I don't think, except in very rare cases, that you ever need to explain what you were trying to do. You need to find out what you DID do.
Yes, this. Nodding madly with Deb. Robin explained it all much better than I did.
Not only that, they're all Regency writers. Cool, eh?
Oh, very cool. Should be a good group.
My last group was LAME.
And not in a Biblical sense...that was the one before.
They always thought my stuff was nasty, too(and that was pre-Buffista. I think I could kill them now.)
Drabble:
Half a lemon, slightly shriveled, with patches of green and white starting to fuzz one side, lurks on one side of the refrigerator next to two-and-a-half beers and a Mountain Dew. Three boxes of leftover Chinese takeout slowly leak drops of sauce onto the dented top of a pizza box on the shelf below, spotting it brown and red. A wedge of cheese, loosely wrapped in plastic, weighs down a paper plate on top of an old bowl of chili.
An open box of baking soda sits forlornly in the back corner, inadequate to the task.
The Book, Pg. 14,969,478
James, Harriet (cont.)
10:31am 21-May-1944
She: turned the corner by the bookstore::walked down Reed to the train station::stopped at the intersection and waited for the bus.
10:42am 21-May-1944
At the: coffee shop she met her current fling::train station got on the #12::corner, the buss’s brakes failed.
10:50am 21-May-1944
Her: lover pulled out a gun::brother met her at the station.
10:58am 21-May-1944
She: sprawled on the sidewalk, bleeding::screamed as the grill of the truck headed straight toward them.
11:05am 21-May-1944
The body was prepared for viewing at the county morgue.
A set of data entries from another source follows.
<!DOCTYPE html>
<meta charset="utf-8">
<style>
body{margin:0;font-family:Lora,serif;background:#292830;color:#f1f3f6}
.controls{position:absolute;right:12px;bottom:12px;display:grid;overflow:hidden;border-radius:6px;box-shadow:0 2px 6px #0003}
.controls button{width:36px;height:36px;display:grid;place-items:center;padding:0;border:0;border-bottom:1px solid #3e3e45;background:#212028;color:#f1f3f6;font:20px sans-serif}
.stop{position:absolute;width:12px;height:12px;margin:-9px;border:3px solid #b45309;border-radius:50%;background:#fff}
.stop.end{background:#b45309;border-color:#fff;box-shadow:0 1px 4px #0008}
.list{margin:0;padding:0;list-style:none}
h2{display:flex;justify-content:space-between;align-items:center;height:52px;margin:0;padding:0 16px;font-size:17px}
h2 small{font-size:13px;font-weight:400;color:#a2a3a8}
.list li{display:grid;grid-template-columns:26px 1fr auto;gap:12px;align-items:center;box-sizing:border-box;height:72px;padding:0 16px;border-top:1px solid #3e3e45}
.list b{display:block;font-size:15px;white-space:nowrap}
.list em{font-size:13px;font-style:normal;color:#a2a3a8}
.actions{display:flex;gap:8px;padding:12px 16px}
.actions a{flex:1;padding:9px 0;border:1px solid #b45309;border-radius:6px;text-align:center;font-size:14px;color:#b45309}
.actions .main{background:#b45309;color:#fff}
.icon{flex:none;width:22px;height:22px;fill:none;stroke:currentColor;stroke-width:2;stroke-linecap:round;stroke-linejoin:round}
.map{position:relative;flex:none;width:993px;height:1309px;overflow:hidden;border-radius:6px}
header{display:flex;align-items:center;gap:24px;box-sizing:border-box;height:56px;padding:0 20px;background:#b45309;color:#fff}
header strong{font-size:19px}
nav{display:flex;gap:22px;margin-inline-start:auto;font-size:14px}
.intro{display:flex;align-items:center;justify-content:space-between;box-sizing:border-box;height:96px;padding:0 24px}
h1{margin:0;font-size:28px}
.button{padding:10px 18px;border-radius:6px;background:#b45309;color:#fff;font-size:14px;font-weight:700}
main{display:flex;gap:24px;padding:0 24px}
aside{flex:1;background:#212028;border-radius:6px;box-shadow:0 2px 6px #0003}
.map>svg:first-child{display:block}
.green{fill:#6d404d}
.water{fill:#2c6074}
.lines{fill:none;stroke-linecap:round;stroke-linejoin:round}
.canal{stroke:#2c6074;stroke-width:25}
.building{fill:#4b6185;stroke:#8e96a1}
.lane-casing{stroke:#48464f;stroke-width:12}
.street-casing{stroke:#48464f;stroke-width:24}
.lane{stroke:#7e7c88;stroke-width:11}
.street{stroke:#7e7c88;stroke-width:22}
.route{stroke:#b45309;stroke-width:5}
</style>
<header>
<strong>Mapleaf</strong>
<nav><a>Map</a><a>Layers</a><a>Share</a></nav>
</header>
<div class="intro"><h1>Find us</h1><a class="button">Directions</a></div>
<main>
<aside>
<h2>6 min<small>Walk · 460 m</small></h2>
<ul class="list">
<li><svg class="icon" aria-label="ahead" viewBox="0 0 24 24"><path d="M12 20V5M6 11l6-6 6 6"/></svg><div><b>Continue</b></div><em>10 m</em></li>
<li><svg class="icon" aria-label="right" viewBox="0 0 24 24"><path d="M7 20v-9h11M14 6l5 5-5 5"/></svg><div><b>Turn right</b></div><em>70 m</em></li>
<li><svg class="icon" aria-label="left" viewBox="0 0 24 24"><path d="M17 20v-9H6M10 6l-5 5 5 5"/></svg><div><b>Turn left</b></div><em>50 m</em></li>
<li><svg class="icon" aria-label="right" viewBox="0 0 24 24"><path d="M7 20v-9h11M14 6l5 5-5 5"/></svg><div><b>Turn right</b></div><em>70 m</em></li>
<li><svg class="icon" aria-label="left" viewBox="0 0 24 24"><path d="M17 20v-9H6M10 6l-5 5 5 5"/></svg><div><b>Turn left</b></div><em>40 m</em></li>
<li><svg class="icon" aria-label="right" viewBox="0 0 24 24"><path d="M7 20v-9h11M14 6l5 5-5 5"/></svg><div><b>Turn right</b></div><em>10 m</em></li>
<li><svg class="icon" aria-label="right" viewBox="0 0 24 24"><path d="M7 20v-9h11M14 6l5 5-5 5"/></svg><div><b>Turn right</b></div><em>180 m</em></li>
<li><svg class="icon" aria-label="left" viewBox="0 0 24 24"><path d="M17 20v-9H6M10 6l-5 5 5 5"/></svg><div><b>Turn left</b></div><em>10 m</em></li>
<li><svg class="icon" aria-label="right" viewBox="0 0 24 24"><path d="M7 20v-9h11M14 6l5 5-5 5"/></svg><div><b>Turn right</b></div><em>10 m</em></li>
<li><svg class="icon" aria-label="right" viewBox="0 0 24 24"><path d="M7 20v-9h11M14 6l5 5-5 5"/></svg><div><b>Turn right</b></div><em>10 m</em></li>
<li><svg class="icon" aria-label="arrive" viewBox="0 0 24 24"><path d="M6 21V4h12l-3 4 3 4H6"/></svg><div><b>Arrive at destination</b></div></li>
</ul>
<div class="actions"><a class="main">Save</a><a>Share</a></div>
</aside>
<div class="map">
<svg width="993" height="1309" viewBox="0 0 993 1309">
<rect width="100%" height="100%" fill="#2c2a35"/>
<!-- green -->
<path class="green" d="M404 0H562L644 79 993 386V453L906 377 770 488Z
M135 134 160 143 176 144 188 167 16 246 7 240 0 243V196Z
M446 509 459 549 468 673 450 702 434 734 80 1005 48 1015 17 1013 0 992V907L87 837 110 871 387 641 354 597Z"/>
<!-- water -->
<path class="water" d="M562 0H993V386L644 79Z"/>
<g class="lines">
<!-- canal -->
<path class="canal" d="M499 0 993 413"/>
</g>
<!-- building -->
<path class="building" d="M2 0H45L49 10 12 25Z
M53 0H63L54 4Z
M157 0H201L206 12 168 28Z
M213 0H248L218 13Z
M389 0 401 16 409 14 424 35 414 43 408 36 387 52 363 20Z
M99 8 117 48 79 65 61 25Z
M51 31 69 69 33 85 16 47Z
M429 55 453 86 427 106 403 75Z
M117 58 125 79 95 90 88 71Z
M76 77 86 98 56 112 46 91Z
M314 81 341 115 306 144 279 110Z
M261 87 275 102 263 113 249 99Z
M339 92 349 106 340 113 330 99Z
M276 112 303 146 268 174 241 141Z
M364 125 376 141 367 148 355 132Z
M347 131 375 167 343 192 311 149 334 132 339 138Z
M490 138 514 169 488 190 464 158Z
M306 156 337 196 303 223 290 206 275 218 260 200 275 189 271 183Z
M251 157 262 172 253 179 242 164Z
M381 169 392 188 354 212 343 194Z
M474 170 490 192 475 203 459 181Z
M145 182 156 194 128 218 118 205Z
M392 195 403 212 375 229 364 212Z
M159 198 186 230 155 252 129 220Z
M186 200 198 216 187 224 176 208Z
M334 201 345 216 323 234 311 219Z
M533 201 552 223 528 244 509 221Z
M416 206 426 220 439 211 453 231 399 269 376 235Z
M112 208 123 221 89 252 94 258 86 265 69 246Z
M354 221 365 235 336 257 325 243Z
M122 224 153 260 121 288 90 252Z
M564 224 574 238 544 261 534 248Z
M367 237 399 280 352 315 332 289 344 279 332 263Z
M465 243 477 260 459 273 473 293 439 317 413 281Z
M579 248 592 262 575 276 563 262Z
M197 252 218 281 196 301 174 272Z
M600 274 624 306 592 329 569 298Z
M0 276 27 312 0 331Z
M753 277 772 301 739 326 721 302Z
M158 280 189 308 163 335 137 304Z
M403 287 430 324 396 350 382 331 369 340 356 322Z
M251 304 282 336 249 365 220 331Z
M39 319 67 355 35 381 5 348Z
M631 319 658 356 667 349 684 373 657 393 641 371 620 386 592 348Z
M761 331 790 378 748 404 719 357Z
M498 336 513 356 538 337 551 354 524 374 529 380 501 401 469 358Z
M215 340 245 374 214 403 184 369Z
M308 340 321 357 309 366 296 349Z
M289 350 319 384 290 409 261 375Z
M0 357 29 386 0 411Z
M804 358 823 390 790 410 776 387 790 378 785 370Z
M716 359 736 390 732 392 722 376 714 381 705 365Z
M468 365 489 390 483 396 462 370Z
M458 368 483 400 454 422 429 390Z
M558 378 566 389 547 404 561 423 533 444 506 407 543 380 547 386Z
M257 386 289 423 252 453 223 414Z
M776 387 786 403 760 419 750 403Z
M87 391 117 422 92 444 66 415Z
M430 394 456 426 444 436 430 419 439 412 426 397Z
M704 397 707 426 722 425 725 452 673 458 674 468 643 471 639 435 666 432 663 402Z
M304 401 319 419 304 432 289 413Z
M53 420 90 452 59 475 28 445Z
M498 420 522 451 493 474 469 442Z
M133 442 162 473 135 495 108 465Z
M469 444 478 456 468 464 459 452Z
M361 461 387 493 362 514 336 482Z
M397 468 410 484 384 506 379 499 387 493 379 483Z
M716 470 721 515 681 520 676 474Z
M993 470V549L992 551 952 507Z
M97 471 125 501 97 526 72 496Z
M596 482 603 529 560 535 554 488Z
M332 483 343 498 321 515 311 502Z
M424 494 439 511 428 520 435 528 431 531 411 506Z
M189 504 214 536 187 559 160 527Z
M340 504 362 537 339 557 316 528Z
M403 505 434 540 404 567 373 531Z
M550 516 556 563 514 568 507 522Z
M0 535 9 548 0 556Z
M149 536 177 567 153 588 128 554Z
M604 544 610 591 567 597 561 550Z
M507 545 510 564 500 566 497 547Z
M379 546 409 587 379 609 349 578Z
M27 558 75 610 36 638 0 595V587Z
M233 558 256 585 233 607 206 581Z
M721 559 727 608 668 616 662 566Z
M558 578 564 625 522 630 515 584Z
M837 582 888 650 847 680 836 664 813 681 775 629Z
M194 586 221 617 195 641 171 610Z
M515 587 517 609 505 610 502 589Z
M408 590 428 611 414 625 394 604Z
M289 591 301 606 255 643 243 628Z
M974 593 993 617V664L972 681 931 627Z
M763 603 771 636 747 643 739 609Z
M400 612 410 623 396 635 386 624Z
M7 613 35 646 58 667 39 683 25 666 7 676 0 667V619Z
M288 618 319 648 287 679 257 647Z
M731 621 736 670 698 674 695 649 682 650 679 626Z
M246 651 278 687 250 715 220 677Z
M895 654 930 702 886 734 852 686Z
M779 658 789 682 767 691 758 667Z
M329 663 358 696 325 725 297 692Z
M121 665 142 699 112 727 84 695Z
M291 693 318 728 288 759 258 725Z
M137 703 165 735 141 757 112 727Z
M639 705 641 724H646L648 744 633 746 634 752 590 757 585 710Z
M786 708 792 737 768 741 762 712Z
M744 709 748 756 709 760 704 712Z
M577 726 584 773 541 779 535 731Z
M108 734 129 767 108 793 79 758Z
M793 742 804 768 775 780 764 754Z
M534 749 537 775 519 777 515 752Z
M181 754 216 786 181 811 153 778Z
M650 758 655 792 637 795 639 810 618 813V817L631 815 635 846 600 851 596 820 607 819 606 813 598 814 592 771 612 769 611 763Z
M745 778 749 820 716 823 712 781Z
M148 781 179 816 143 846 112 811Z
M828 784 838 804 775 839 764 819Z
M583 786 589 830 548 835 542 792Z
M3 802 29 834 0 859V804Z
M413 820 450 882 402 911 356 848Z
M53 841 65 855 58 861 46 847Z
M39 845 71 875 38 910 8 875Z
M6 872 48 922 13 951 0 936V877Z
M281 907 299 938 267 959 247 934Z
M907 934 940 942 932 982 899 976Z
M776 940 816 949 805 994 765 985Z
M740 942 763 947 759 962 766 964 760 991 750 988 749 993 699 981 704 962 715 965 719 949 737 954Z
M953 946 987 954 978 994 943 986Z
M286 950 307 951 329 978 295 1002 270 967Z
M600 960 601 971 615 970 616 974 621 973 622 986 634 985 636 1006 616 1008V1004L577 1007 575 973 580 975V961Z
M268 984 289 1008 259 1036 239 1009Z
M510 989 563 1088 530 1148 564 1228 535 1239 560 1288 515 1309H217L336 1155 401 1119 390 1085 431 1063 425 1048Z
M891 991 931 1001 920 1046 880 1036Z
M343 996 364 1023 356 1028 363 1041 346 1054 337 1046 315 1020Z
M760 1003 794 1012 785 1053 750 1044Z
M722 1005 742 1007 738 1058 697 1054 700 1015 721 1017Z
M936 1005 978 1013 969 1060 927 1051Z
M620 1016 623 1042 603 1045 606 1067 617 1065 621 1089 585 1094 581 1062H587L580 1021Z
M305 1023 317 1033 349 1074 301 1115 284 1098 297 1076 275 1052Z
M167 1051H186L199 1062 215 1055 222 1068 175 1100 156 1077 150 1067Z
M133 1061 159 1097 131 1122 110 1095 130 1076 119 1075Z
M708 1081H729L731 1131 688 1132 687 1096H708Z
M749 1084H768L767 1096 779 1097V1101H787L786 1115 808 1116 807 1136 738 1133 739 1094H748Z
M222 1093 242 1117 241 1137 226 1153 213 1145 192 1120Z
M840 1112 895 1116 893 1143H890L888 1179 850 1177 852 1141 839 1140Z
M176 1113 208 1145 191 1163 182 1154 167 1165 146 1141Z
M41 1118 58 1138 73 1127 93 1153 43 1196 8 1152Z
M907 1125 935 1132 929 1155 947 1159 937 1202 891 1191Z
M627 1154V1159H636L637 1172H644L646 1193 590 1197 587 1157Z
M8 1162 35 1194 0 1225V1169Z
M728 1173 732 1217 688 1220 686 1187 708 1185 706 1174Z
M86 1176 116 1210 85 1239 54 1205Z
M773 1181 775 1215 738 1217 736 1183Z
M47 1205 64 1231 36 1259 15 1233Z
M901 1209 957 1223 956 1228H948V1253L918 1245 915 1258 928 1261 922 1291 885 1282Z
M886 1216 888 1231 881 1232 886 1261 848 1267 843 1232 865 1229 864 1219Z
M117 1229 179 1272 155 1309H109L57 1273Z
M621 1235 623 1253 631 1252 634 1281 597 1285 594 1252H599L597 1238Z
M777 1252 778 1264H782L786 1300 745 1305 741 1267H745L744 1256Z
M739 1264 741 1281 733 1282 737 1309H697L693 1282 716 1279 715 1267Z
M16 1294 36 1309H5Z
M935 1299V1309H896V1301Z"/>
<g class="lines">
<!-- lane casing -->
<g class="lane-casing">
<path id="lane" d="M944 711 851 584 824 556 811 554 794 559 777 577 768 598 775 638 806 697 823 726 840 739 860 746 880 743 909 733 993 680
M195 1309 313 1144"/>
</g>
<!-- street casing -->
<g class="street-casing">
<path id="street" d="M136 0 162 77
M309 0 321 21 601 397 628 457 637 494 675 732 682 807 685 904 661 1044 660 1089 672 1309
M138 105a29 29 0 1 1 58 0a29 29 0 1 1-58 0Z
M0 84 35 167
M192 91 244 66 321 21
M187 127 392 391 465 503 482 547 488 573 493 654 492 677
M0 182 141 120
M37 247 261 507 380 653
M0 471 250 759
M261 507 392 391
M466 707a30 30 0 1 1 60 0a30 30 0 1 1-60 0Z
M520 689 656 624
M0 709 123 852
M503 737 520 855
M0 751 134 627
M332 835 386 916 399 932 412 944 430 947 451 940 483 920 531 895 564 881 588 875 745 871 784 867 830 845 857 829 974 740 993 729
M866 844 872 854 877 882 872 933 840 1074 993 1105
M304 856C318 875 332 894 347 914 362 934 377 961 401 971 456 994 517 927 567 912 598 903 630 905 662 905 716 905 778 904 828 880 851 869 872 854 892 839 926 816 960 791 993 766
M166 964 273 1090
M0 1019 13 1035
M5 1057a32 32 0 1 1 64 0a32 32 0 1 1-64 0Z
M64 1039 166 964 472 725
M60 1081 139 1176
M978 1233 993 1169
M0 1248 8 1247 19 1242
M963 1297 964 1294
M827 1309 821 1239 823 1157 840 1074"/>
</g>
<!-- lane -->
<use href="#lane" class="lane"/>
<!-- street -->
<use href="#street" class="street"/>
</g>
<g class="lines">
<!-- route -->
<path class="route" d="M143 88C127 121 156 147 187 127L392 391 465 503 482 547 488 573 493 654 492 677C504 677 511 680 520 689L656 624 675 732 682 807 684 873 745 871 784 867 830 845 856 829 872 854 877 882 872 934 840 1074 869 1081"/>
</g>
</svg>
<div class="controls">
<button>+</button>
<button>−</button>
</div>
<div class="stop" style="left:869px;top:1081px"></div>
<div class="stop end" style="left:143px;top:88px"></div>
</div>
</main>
Impassively, he closed the book on that particular destiny listed therein.
edit: made it fit the 100 words. Hah.
Tricky.
How about some extra formatting to help demarcate the threads?
etd irrelevant comment
What kind of formatting are you thinking of? What is unclear?
I made some changes. Is it more understandable now?
Maybe it's just me, but the slashes read like alternate word pairs instead of thread separators. How about:
She:
turned the corner by the bookstore.
walked down Reed to the train station.
stopped at the intersection and waited for the bus.
No, that looks like sequential actions instead of alternate paths. Maybe a font distinction too?
edited to play with fonts
I tried alternating regular with italic phrases. Does that set it off enough?
Maybe replace the slashes with something that isn't a punctuation mark that could logically go there -- something like :: or something.
Once I figured out what was going on, reading it made me shiver.
Think I'm going to go with alternating fonts and :: separators. I want everything on one line to give the effect of destinies flickering in and out of possibility. Things are fairly amorphous and not set in stone. It
should
look fairly confusing, because any one or a combination of destinies are happening at the same time. It's not necessarily a choice of one of three or one of two, it's all of them intertwined. Hard to do in print.